Abgabefristen für die Steuererklärung 2023:

  • Ohne Steuerberater:
    2. September 2024
    (da der reguläre Termin, der 31. August 2024, auf einen Samstag fällt, verschiebt sich die Frist auf den nächsten Werktag)
  • Mit Steuerberater oder Lohnsteuerhilfeverein:
    2. Juni 2025
    (wegen des Feiertags am 31. Mai 2025 und des Wochenendes gilt der nächstfolgende Werktag)

Tipp: Auch wenn Sie die längere Frist haben, lohnt es sich, die Erklärung möglichst frühzeitig abzugeben – insbesondere wenn eine Erstattung zu erwarten ist oder Pflege-/Betreuungskosten aktuell hoch sind.


Fazit

Für Eltern von Kindern mit Behinderung hält das Steuerrecht eine Vielzahl von Entlastungsmöglichkeiten bereit.

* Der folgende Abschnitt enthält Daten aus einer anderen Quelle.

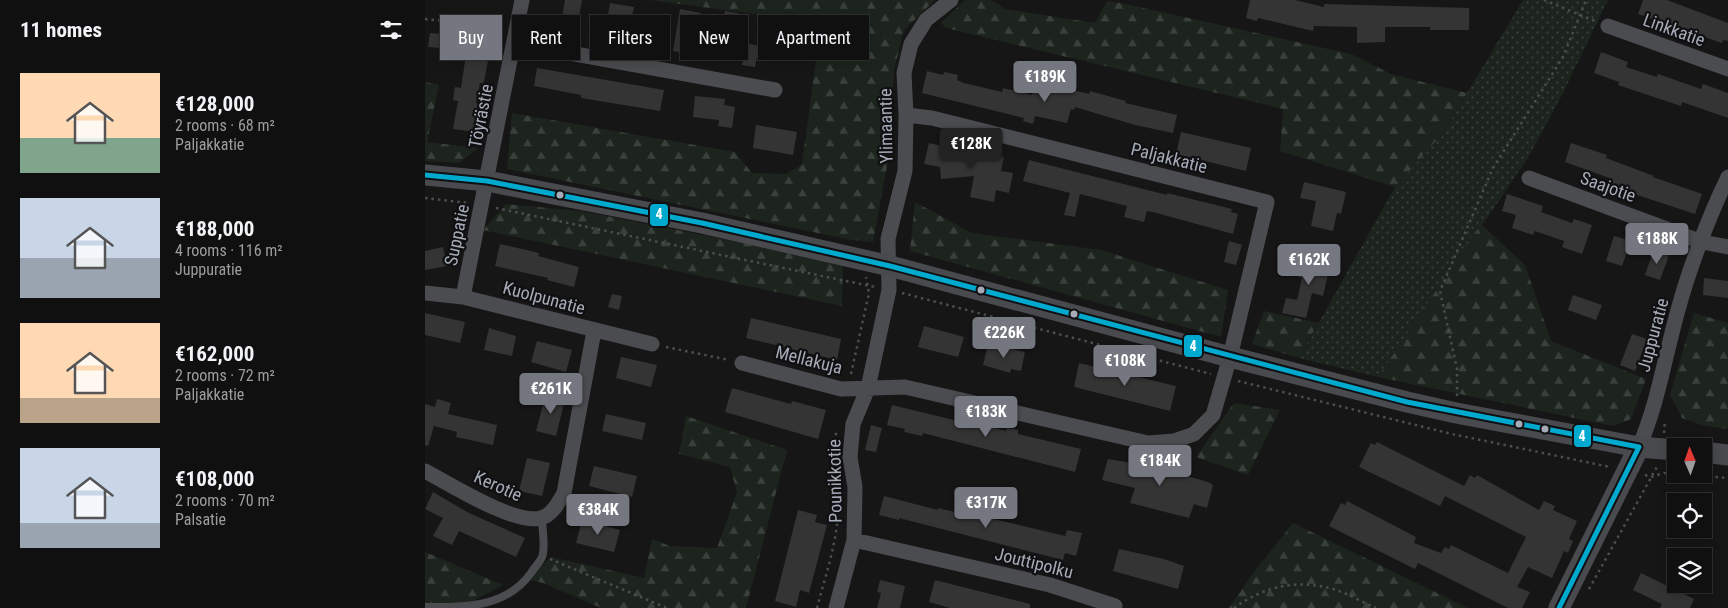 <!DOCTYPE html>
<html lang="en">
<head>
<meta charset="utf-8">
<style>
	:root { --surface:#101010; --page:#191919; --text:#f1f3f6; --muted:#9c9d9f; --line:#303030; --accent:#74777f }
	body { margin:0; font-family:"Roboto Condensed",sans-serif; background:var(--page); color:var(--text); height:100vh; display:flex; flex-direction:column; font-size:19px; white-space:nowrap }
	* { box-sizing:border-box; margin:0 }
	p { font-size:16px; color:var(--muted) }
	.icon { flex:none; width:28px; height:28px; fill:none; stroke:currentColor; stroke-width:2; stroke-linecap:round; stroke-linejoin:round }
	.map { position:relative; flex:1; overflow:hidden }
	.sheet { display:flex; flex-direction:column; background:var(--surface); width:425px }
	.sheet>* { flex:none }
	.banner { position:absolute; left:15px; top:15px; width:475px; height:45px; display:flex; gap:10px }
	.needle { width:32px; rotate:358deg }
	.buttons { position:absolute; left:1242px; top:438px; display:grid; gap:10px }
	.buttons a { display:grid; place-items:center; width:45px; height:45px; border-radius:0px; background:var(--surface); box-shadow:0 2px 12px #0003,0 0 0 1px var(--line); font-size:25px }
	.price { position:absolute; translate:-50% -42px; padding:0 11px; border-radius:5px; background:var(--accent); color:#fff; font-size:16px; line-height:32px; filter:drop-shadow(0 1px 2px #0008) }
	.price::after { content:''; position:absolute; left:50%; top:30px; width:15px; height:11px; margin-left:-8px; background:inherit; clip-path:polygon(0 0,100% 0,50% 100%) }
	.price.selected { background:#222; color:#fff }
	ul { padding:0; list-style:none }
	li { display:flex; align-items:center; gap:15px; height:125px; padding:0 20px }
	li span { display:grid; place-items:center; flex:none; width:140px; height:100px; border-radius:0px; color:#555 }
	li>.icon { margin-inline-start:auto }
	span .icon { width:60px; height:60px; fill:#fffc; stroke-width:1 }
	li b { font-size:21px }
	h2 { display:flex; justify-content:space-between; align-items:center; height:60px; padding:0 20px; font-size:21px }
	.tag { padding:0 18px; border-radius:0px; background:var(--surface); box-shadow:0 2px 12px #0003,0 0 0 1px var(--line); font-size:18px; line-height:45px }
	.tag.selected { background:var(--accent); color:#fff }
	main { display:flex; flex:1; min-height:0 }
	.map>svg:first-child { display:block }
</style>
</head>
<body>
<main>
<section class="sheet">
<h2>11 homes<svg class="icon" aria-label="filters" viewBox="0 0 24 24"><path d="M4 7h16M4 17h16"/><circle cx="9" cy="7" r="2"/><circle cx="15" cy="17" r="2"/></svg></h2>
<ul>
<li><span style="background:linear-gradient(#ffd9b3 65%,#7fa58c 0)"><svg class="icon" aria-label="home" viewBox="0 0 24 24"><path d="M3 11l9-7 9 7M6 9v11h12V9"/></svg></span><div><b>€128,000</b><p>2 rooms · 68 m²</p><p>Paljakkatie</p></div></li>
<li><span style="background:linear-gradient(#c9d6e8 60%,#9aa5b1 0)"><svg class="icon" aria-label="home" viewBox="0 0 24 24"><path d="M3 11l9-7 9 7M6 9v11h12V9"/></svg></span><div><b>€188,000</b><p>4 rooms · 116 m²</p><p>Juppuratie</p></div></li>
<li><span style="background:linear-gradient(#ffd9b3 75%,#b9a48a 0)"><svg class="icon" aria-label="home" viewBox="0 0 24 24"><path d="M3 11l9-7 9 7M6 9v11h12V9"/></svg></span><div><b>€162,000</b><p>2 rooms · 72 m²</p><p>Paljakkatie</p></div></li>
<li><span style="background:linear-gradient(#c9d6e8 75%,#9aa5b1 0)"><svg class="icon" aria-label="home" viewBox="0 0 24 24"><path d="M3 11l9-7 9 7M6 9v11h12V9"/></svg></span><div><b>€108,000</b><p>2 rooms · 70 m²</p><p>Palsatie</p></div></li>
</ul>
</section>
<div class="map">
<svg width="1303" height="608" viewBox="0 0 1303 608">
	<defs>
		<pattern id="grass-dots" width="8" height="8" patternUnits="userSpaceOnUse" patternTransform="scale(1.25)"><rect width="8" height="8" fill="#1c241d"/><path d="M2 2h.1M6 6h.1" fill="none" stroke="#3a413c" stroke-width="1.8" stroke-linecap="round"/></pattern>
		<pattern id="forest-firs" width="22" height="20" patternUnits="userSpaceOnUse" patternTransform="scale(1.25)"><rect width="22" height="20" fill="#1c241d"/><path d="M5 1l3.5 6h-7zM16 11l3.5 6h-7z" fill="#3a413c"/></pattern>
	</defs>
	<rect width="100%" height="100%" fill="#161616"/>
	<path fill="url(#grass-dots)" d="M1098 0H1183L1139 91 1103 158 953 377 874 358 970 187 1018 133Z"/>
	<path fill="url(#forest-firs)" d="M225 0H510L479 30 469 70 466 145 448 242 427 240 82 169 87 113 310 152 327 173 361 174 377 164 396 23Z
		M540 0H566L580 9 670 23 682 1 696 3 926 54 966 74 1042 93 1018 133 970 187 855 151 858 109 521 28 516 23Z
		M0 82 14 85 2 142 53 148 34 163 0 161Z
		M490 202 547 233 676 250 803 290 796 337 485 251Z
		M81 204 156 211 418 263 417 306 58 230Z
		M1056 224 1100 265 1126 341 1221 379 1206 419 1188 426 953 377Z
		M839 311 893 323 874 358 827 344Z
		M1269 313 1303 323V429L1277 425 1257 418 1245 395Z
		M809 403 855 410 823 475 771 457Z
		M261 416 362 450 321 608H176L118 583 102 579 126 557 219 578 227 539 245 546 292 548 312 492 305 467 254 454Z
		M868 523 1043 608H804L825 577Z
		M0 552 78 585 48 601 0 608Z"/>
	<path fill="#343435" d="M140 0H157L151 32 135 29Z
		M825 0H870L899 7V4L1044 8V30H1005V27H960V42L932 43V27L889 26 888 31 833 18 832 21 821 18Z
		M1218 0H1242L1303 23V41L1298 40 1297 43 1213 14Z
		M185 3 209 7 203 36 180 32Z
		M255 9 276 13 272 39 276 40 273 56 248 51Z
		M300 11 322 15 317 44 295 40Z
		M368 25 392 28 388 53 365 50Z
		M5 33 17 34 16 48 3 47Z
		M43 41 66 44 60 77 58 83H55L51 103 55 104 51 132 28 129 33 101 28 100 30 87 36 88Z
		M321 43 334 46 330 67 317 65Z
		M1176 52 1203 62 1201 67 1232 77 1233 74 1276 89 1278 84 1303 93V118L1257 102 1256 106 1193 85 1194 82 1169 73Z
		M112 68 239 90 235 111 156 98V95L109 86Z
		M502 71 518 75 519 72 533 75 532 80 539 83 577 92 578 88 607 95 610 81 664 94 665 91 701 101 700 103 752 115 748 133 710 125 650 107 649 110 646 109 642 123 610 116 608 124 598 121 599 118 497 93Z
		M270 96 300 99 299 105 310 107 307 128 293 126 294 120 268 117Z
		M331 125 372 132 368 155 328 148Z
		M756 132 826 148 821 171 751 154Z
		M504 143 560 156V153L579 157 576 171 588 173 584 193 571 190 569 202 545 197 549 176 516 179 515 167 499 164Z
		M1146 143 1182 155 1181 158 1229 176 1228 177 1277 194 1270 214 1185 186 1187 179 1140 162Z
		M604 160 742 195V193L807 209 806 212 813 214 808 234 728 212 722 211 719 222 699 217 702 206 655 194 650 217 639 215 645 193 598 181Z
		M879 182 921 192 916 214 912 213 908 231 886 226 891 201 875 198Z
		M1082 194 1118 206 1116 212 1147 223 1149 219 1167 225 1157 254 1137 247 1139 241 1110 231 1108 235 1087 228 1091 215 1077 211Z
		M1189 236 1206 241 1197 266 1181 261Z
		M804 241 817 245 811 265 799 262Z
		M75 244 114 253 113 256 154 267 149 287 122 280 123 278 70 266Z
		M18 247 22 266 0 270V251Z
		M1229 249 1244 255 1235 280 1220 275Z
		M883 256 906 261 898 296 887 293 881 318 857 313 861 298 872 300 877 278 873 277 876 265 881 266Z
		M1279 278 1303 281V298L1278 295Z
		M187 294 197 296 194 310 183 307Z
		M1148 295 1177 305 1171 320 1143 310Z
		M0 313 40 322 35 343 0 335Z
		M326 318 416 339 412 360 321 338Z
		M499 326 539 337 533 357 493 347Z
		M64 328 91 336 87 356 59 350Z
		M1207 334 1222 339 1210 371 1195 365Z
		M112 341 147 350 141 372 106 362Z
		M563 344 600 352 596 371 586 369 585 373 558 365Z
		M196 357 232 365 226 387 191 378Z
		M654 363 751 386 745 411 649 387Z
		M307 388 366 404 367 401 401 410 393 439 300 412Z
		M121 394 140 399 131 436 111 431Z
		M12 399 26 403 23 414 72 425 68 445 31 437 32 432 9 426 3 446 0 445V404L10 407Z
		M467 405 566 429V427L581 431 582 428 593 430V434L656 449 650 472 498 433 497 436 479 432 480 429 462 425Z
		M181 414 221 423 217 440 177 431Z
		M446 425 457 428 451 452 440 450Z
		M952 442 1039 486 1045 475 1050 478 1052 475 1114 510 1119 501 1130 506 1128 510 1152 521 1144 539 1148 541 1143 553 1139 551 1127 578 1103 567 1092 587 1105 592 1097 608H1083L993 563 990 569 904 526 916 503 920 505 922 501 991 537 989 543 1016 553 1020 547 1024 549 1026 545 1083 573 1101 537 1020 496 1015 506 934 467 946 443 950 445Z
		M102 458 125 463 117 496 94 491Z
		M683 459 730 467 783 482 788 485 782 508 769 504 764 518 705 503 710 488 677 480Z
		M169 466 212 476 207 497 164 486Z
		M8 492 44 513 100 538 91 557 34 531 27 545 8 536 18 518 0 509Z
		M459 496 513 510V508L559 519 560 517 640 536 642 530 657 533 651 556 640 553 638 560 474 518V520L454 515Z
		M373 510 392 515 390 522 402 525 384 593 375 590 371 607 350 601Z
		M157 520 195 530 189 552 151 543Z
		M694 549 739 559 759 566 753 589 688 571Z
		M1216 573 1269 599 1265 608H1235L1237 604 1208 590Z
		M455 580 480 586 475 608H452L456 593 452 592Z
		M510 580 605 604V608H525L504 602Z"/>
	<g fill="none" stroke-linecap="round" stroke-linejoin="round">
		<path stroke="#4c4d51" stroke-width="2.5" stroke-dasharray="2.5 4" stroke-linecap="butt" d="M1119 0 1170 21
			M0 19 78 27
			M0 198 43 203
			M71 208 450 287
			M477 293 786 374
			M241 347 304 360
			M426 374 444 293 441 277
			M813 381 1027 434 1185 467
			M1032 396V369L1015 291 1068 168 1138 57 1161 0
			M1239 433 1240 421
			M1220 475 1226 477 1239 473 1303 478
			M125 559 242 608
			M1164 589 1233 465
			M392 608C400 577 411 546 413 514 414 485 404 459 412 430
			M809 608C840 586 871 579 908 589 922 593 937 602 951 608"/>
		<path stroke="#4a4c4f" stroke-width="8" d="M0 607C40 607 81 608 106 573 109 568 115 562 117 557 121 547 117 529 117 518"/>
		<path stroke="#4a4c4f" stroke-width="15" d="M1183 26 1303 69
			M89 43 350 90
			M1104 178 1277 242 1303 247
			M0 293 38 297 227 344
			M38 297 97 0
			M317 363 416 389 480 387 723 443 749 441 769 434 788 415 805 357 842 202 507 118 481 115
			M1214 447C1233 403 1240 356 1253 310 1264 269 1284 216 1303 177
			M0 471C25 484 89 525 116 518 127 515 134 502 139 493L169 331
			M429 540 625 585 690 606
			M411 608 429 540 430 487 425 457 428 424 443 388 464 290 463 239 480 171 481 115 479 73 486 44 501 20 526 0"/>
		<path stroke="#484a4e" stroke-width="21" d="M0 175 62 181 277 223 465 266 805 357 982 402 1031 413 1214 447 1251 450
			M1279 452 1303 455
			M1134 608 1214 447"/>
		<defs>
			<path id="bus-1" d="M0 175 62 181 277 223 465 266 982 402 1214 447 1134 608"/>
		</defs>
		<use href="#bus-1" stroke="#101012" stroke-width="9"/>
		<use href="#bus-1" stroke="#00a9ce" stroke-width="5"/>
	</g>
	<g fill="#a6abb8" stroke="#101012" stroke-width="2">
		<circle cx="135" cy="195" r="4.5"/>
		<circle cx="556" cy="290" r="4.5"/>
		<circle cx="649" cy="314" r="4.5"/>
		<circle cx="1094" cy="424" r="4.5"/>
		<circle cx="1120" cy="429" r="4.5"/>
	</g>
	<g text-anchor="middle" stroke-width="4.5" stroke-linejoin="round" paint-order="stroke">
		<g font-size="18" fill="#a6abb8" stroke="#101012">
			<text transform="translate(1249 30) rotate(20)" y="6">Linkkatie</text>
			<text transform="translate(56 116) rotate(-79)" y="6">Töyrästie</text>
			<text transform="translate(461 126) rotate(-91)" y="6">Ylimaantie</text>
			<text transform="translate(744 158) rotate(14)" y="6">Paljakkatie</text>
			<text transform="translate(1183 187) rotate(20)" y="6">Saajotie</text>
			<text transform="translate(32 235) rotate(-78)" y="6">Suppatie</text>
			<text transform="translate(119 298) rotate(15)" y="6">Kuolpunatie</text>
			<text transform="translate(1228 335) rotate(-75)" y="6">Juppuratie</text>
			<text transform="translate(384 360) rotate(14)" y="6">Mellakuja</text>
			<text transform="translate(410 481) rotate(-91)" y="6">Pounikkotie</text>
			<text transform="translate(73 486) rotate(24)" y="6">Kerotie</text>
			<text transform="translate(609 563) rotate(14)" y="6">Jouttipolku</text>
		</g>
	</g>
	<g stroke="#101012" stroke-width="2">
		<rect x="224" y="203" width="20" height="24" rx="5" fill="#00a9ce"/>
		<rect x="758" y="334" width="20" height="24" rx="5" fill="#00a9ce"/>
		<rect x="1148" y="424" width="19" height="24" rx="5" fill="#00a9ce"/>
	</g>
	<g font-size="14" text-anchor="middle" font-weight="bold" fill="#fff">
		<text x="234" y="219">4</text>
		<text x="768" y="351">4</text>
		<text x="1157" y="441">4</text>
	</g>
</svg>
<div class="buttons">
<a><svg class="needle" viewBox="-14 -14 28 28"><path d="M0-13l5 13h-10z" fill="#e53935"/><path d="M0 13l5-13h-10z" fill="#9c9d9f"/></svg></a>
<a><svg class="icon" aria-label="locate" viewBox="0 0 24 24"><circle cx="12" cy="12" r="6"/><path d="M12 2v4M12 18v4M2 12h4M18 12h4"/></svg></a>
<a><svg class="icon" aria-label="layers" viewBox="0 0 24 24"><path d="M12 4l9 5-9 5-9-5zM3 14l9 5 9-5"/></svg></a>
</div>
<b class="price" style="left:620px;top:103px">€189K</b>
<b class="price selected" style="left:546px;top:170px">€128K</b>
<b class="price" style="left:1232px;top:265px">€188K</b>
<b class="price" style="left:884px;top:286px">€162K</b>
<b class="price" style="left:579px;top:359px">€226K</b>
<b class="price" style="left:700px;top:387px">€108K</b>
<b class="price" style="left:126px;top:415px">€261K</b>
<b class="price" style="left:561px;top:438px">€183K</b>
<b class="price" style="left:735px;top:487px">€184K</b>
<b class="price" style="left:561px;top:529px">€317K</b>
<b class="price" style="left:173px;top:536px">€384K</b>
<div class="banner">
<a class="tag selected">Buy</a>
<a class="tag">Rent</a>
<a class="tag">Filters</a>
<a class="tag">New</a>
<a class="tag">Apartment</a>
</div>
</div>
</main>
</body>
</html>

Die Kombination aus Pauschbeträgen, Freibeträgen und außergewöhnlichen Belastungen kann die finanzielle Last spürbar senken. Wichtig ist eine sorgfältige Dokumentation und ggf. die Unterstützung durch eine steuerlich versierte Fachperson.

Wenn Sie unsicher sind, welche Regelungen auf Ihre Familie zutreffen, sprechen Sie mit einem Steuerberater oder einem Sozialverband – viele bieten auch kostenlose oder kostengünstige Beratungen an.